Erbrecht – Testament - OLG Saarbrücken zu den Anforderungen an ein sogenanntes Brieftestament
- Ein privatschriftliches Testament kann grundsätzlich auch in einem vom Erblasser eigenhändig geschriebenen und unterschriebenen Brief enthalten sein.
- Das ist nur der Fall, wenn außer Zweifel steht, dass der Erblasser die von ihm erstellte Urkunde als rechtsverbindliche letztwillige Verfügung angesehen hat oder zumindest das Bewusstsein hatte, die Urkunde könne als Testament angesehen werden.
- An dem Nachweis des im Auslegungsweg gemäß § 133 BGB anhand aller innerhalb und außerhalb der Urkunde liegenden Umstände zu ermittelnden ernstlichen Testierwillens im Zeitpunkt der Erklärung sind strenge Anforderungen zu stellen; § 2084 BGB findet bei verbleibenden Zweifeln keine Anwendung.
- Solche Zweifel können sich aus Anzeichen ergeben, die für eine bloße Ankündigung einer noch vorzunehmenden Testierung sprechen (bspw. „zum Notar gehen“ zu wollen).
OLG Saarbrücken, Beschluss vom 23.11.2021 – 5 W 62/21
Hintergrund
Unter Bezugnahme auf eine notarielle Urkunde des Notars J. beantragten die Beteiligten zu 3.) und zu 4.) die Erteilung eines gemeinschaftlichen Erbscheines über die jeweils hälftige Beerbung der verstorbenen Erblasserin, wobei sie sich zur Begründung ihres Erbrechts auf ein – zunächst nur in Kopie vorgelegtes, später im Original zu den Akten gereichtes – Schreiben vom 27.12.2018 berufen haben. Darin hatte die unverheiratete und kinderlose Erblasserin den Beteiligten zu 3.) und zu 4.) unter anderem folgendes mitgeteilt:
„Ich möchte mich für die liebevolle Aufnahme am ersten Weihnachtstag recht herzlich bedanken. Im neuen Jahr gehe mit Toni zum Notar; Ihr allein sollt meine Erben sein. Meine Patin kümmert sich überhaupt nicht um mich, da ist jede Verbindung abgebrochen.“
Ausweislich von den Beteiligten zu 3.) und zu 4.) vorgelegter Unterlagen war für die Erblasserin am 20.09.2019 ein Beurkundungstermin bei dem Notar vereinbart worden, bei dem unter anderem das im Entwurf vorgelegte Testament beurkundet werden sollte, in dem die Beteiligten zu 3.) und zu 4.) jeweils hälftig zu Erben berufen werden sollten. Nach Darstellung der Beteiligten zu 3.) und zu 4.) konnte dieser Termin aufgrund einer sturzbedingten Krankenhauseinweisung der Erblasserin auch in der Folge nicht mehr stattfinden.

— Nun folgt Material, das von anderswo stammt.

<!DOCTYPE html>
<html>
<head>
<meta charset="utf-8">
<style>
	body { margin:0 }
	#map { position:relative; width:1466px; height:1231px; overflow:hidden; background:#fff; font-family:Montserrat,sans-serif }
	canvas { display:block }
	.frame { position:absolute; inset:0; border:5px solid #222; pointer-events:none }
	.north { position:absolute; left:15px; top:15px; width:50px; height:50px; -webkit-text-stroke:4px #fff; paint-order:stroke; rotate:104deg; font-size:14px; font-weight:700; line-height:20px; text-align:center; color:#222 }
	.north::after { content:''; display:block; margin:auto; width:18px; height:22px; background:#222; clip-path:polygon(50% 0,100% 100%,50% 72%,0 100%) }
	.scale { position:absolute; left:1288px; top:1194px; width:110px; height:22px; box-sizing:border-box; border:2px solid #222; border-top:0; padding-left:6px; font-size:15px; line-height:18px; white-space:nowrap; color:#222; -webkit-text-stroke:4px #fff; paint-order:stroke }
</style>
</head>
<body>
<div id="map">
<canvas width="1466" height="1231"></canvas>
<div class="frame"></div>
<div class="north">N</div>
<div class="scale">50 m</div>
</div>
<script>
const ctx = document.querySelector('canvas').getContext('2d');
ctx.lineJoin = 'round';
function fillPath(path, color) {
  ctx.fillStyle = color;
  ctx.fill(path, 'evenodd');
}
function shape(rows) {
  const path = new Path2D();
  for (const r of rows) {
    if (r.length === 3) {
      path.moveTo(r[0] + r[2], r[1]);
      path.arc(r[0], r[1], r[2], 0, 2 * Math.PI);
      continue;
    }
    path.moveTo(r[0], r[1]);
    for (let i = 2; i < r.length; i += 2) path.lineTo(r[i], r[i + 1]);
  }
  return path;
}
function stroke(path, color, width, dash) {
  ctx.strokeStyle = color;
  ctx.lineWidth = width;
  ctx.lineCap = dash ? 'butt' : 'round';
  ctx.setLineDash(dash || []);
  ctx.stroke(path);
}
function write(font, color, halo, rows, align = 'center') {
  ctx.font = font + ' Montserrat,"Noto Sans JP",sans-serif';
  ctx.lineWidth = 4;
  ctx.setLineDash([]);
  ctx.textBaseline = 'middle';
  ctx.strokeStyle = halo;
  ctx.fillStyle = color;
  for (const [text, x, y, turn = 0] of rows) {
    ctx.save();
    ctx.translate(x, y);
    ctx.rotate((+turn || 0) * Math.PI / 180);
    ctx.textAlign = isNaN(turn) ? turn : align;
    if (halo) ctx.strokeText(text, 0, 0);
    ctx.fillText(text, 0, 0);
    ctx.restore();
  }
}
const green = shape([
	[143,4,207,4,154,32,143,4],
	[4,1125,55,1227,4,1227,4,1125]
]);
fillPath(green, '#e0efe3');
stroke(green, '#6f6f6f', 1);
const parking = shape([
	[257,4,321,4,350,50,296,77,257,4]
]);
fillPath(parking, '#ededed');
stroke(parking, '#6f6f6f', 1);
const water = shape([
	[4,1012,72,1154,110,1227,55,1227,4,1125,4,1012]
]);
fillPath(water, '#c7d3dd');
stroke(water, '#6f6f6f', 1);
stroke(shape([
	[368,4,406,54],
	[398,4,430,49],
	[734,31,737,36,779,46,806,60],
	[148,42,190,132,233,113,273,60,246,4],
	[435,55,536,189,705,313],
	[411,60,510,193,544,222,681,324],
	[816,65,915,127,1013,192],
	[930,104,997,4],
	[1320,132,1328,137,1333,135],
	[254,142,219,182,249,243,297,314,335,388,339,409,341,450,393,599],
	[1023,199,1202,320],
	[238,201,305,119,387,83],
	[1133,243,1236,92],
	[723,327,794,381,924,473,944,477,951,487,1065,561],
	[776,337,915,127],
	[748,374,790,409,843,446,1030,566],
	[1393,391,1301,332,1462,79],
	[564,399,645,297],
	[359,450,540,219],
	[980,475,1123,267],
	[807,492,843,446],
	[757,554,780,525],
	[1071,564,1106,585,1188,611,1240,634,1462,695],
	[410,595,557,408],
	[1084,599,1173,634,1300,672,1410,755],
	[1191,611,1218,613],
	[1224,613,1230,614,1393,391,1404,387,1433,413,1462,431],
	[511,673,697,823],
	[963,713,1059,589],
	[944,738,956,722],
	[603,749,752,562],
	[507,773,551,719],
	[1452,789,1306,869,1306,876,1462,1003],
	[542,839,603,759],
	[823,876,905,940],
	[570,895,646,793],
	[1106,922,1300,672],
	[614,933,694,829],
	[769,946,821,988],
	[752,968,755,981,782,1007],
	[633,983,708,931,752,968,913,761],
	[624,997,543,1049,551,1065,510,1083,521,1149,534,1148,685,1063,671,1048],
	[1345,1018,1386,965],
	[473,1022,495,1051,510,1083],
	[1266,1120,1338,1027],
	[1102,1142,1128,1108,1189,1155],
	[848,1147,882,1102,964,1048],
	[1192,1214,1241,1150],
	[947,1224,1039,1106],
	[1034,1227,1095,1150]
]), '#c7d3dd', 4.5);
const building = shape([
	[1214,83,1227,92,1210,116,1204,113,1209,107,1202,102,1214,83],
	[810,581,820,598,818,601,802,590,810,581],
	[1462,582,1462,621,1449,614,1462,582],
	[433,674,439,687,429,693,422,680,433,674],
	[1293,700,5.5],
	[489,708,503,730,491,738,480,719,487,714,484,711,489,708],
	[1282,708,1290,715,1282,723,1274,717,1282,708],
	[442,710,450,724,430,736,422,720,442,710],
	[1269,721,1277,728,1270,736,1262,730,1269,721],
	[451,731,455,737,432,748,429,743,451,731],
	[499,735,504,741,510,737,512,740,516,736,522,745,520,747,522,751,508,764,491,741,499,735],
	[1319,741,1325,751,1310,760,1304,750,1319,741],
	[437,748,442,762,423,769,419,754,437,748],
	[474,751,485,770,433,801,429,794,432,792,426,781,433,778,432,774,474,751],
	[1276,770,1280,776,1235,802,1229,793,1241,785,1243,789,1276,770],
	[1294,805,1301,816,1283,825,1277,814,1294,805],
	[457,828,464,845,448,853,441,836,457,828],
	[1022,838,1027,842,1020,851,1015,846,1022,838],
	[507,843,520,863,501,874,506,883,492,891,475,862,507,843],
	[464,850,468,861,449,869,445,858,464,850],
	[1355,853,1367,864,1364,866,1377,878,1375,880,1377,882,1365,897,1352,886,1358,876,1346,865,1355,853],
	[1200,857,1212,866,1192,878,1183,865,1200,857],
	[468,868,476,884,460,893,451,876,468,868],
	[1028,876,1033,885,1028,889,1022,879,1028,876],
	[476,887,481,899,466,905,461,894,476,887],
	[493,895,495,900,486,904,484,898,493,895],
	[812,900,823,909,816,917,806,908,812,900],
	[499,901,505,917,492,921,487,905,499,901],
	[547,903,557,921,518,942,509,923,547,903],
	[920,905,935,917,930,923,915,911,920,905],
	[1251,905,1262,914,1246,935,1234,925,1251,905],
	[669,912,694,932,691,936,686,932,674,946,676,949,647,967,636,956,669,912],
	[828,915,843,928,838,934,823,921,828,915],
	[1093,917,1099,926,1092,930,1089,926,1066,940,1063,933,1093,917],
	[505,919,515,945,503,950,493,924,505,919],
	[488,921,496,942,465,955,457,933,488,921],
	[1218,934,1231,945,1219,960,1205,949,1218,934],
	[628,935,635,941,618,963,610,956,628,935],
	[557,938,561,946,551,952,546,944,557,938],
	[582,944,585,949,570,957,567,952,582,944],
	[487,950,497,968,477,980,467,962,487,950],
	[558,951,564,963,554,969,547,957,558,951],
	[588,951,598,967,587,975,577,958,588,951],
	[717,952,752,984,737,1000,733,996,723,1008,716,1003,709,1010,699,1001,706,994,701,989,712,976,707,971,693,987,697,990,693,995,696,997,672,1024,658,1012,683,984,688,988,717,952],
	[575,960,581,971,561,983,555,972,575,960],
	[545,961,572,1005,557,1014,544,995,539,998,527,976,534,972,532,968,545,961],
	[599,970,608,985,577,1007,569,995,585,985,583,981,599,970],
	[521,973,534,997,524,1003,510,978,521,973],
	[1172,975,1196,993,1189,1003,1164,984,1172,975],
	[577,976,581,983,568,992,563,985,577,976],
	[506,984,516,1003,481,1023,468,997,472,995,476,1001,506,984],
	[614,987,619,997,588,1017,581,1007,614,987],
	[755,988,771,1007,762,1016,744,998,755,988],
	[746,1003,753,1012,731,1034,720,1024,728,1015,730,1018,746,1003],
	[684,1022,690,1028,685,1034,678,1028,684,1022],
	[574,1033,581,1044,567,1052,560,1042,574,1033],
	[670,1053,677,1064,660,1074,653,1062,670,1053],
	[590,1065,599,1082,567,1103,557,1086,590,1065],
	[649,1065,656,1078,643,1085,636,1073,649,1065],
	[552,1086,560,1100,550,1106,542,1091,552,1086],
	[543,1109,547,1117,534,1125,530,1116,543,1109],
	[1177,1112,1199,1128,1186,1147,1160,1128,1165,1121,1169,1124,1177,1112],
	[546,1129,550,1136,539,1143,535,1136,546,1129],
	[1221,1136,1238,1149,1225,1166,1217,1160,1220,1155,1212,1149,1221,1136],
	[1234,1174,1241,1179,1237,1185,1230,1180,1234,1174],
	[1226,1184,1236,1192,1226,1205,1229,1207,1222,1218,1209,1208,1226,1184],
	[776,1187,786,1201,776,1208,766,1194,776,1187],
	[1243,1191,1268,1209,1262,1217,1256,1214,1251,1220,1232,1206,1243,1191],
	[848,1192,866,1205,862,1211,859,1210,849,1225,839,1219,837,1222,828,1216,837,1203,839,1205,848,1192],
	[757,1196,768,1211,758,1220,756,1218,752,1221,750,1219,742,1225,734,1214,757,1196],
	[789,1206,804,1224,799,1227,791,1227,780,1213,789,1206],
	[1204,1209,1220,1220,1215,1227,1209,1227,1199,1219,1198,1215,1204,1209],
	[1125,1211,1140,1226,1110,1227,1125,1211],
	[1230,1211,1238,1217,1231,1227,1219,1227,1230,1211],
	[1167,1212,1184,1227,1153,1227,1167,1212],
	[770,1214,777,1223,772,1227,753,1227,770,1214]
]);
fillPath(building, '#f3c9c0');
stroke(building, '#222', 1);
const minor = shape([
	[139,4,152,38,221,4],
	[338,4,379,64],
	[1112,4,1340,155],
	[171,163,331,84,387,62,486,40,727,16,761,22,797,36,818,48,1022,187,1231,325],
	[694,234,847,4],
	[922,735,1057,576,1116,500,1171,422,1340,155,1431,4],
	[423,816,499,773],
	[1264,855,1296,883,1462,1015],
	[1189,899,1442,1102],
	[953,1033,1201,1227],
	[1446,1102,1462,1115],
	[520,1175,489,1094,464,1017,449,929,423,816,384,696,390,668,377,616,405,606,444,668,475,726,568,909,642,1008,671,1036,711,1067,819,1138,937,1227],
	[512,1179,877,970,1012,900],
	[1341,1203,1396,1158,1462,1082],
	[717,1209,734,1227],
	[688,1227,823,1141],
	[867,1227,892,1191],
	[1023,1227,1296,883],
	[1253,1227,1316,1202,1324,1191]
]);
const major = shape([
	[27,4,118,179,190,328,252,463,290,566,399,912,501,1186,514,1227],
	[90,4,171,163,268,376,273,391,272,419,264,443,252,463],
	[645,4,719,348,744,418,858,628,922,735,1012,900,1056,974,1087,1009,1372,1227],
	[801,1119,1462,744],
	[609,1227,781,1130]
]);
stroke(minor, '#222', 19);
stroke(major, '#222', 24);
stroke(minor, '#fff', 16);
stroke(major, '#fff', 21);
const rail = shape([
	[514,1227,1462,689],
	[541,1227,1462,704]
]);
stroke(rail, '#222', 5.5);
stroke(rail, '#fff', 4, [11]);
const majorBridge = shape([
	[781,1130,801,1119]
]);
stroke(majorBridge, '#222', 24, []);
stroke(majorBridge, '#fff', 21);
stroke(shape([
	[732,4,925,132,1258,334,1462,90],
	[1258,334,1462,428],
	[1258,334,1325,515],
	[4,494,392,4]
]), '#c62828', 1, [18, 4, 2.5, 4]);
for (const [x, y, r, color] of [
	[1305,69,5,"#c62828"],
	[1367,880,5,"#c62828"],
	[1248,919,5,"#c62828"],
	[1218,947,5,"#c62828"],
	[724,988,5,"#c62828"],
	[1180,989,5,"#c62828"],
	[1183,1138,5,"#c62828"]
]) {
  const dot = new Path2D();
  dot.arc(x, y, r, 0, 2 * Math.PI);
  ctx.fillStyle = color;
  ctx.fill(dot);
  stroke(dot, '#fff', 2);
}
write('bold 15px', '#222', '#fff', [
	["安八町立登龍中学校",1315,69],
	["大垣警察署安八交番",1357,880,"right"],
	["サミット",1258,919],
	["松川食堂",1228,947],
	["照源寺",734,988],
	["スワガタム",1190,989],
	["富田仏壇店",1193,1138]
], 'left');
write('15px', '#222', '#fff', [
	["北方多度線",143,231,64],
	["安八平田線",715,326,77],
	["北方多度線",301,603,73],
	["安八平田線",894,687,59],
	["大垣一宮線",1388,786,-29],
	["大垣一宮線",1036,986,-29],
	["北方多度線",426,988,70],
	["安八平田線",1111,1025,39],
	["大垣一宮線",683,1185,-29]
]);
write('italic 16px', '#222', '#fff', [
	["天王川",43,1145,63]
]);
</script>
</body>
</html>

Die im vorliegenden Verfahren durch ihre Verfahrensbevollmächtigte vertretenen Beteiligten zu 1.) und zu 2.) haben der Erteilung des Erbscheins widersprochen, unter anderem mit der Begründung, der Brief vom 27.12.2018 könne nicht als Testament angesehen werden, da es an der Ernsthaftigkeit der Erbeinsetzung fehle; auch formal bestünden Zweifel an der Gültigkeit des Schreibens als Testament. Da der Entwurf des notariellen Testaments nicht unterzeichnet worden sei, habe es bei der gesetzlichen Erbfolge zu verbleiben.
Mit dem angefochtenen Beschluss hat das Amtsgericht – Nachlassgericht – die Tatsachen, die zur Erteilung des von den Beteiligten zu 3.) und zu 4.) beantragten Erbscheins erforderlich sind, für festgestellt erachtet und die Erteilung eines entsprechenden Erbscheins bewilligt. Hiergegen wenden sich die Beteiligten zu 1.) und zu 2.) mit ihrer Beschwerde, in der sie weiterhin die Ansicht vertreten, dass das Schreiben vom 27.12.2018 lediglich eine Grußkarte und kein Testament darstelle und der das Amtsgericht mit Beschluss vom 20.10.2021 nicht abgeholfen hat.
Das OLG Saarbrücken schließlich befand, dass das Schreiben der Erblasserin vom 27.12.2018 – mangels eines sich daraus mit ausreichender Gewissheit ergebenden Testierwillens – nicht als letztwillige Verfügung angesehen werden könne; eine andere letztwillige Verfügung, aus dem sich ein Erbrecht zu Gunsten der Beteiligten zu 3.) und zu 4.) im beantragten Umfang ergeben könnte, existiert nicht. Schon der Wortlaut des Schreibens vom 27.12.2018 bietet keine ausreichenden Anhaltspunkte für die Annahme, die Erblasserin habe damit die Beteiligten zu 3.) und zu 4.) zu ihren Erben einsetzen wollen; denn es ist bereits nicht in diesem Sinne hinreichend eindeutig gefasst.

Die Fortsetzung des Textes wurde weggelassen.